Task statement>
Check each line of the records below for the word "image" and copy those where it appears.

Records from a collection:

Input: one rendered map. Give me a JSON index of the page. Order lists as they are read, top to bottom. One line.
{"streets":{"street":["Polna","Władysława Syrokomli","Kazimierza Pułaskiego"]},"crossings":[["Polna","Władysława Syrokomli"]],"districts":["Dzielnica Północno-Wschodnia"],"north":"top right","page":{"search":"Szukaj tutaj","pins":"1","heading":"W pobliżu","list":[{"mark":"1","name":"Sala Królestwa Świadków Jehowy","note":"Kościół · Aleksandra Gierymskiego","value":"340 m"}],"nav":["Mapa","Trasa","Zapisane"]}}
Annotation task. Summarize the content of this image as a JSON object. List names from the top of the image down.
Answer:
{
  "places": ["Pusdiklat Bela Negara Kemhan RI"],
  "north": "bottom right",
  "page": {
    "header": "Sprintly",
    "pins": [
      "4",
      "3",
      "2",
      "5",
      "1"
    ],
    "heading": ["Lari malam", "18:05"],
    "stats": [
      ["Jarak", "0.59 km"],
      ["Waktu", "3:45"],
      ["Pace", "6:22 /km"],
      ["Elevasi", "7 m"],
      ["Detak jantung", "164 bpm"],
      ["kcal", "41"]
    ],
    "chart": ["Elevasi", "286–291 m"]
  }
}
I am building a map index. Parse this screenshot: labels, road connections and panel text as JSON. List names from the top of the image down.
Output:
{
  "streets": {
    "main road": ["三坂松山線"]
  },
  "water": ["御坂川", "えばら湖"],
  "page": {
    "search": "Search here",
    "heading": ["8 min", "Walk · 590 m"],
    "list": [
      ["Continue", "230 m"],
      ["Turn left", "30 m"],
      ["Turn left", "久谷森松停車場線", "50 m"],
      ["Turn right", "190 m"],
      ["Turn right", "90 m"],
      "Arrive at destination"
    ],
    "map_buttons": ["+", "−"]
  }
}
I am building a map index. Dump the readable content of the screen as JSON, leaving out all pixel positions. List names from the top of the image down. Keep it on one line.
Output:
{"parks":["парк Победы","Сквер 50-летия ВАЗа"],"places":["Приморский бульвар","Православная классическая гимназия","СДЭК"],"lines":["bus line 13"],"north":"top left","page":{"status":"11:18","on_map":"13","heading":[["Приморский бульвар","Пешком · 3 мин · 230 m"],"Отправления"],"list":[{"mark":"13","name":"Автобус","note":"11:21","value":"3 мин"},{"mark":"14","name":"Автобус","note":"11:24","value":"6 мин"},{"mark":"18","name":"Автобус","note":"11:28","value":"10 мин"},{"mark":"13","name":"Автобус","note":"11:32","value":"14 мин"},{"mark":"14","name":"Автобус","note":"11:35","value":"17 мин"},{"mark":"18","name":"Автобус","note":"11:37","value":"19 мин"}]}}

Output for this exercise>
Annotation task. Summarize the content of this image as a JSON object. List names from the top of the image down.
I am building a map index. Parse this screenshot: labels, road connections and panel text as JSON. List names from the top of the image down.
I am building a map index. Dump the readable content of the screen as JSON, leaving out all pixel positions. List names from the top of the image down. Keep it on one line.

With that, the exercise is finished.